Records provided:
Start of Block

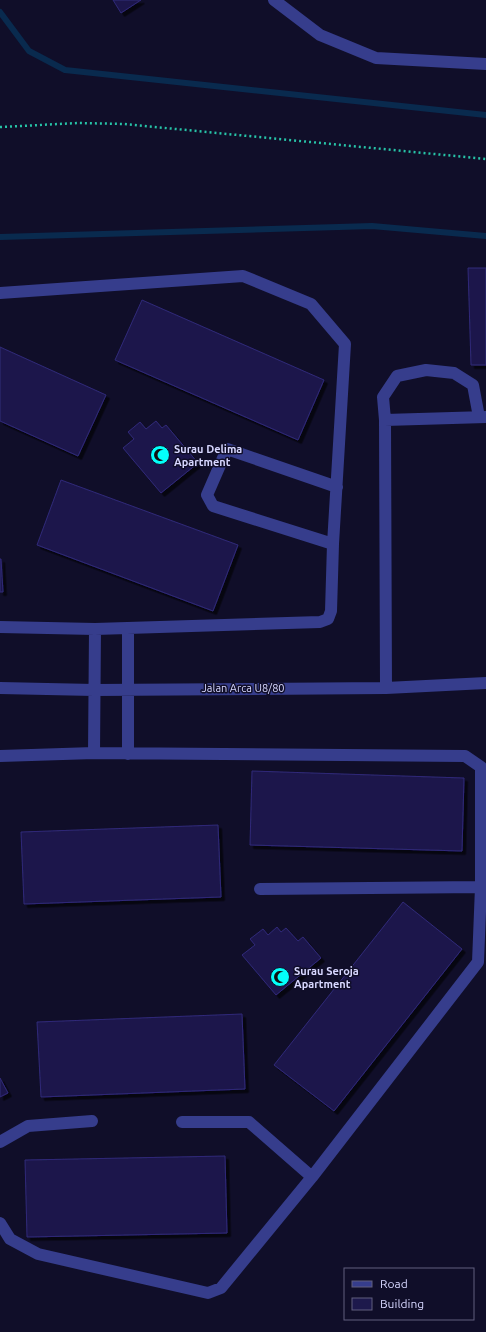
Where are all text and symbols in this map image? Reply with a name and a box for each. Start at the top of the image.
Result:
place label: Surau Delima Apartment [174,443,242,468]
mosque icon: Surau Delima Apartment [149,444,171,466]
street label: Jalan Arca U8/80 [201,682,285,694]
place label: Surau Seroja Apartment [294,965,359,990]
mosque icon: Surau Seroja Apartment [269,966,291,988]
legend [344,1268,474,1320]
text: Road [380,1277,408,1290]
text: Building [380,1297,424,1310]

End of Block

Assigned task: With the pictures removed, the entries above should be transcribed exactly.

Result:
Where are all text and symbols in this map image? Reply with a name and a box for each. Start at the top of the image.
Result:
place label: Surau Delima Apartment [174,443,242,468]
mosque icon: Surau Delima Apartment [149,444,171,466]
street label: Jalan Arca U8/80 [201,682,285,694]
place label: Surau Seroja Apartment [294,965,359,990]
mosque icon: Surau Seroja Apartment [269,966,291,988]
legend [344,1268,474,1320]
text: Road [380,1277,408,1290]
text: Building [380,1297,424,1310]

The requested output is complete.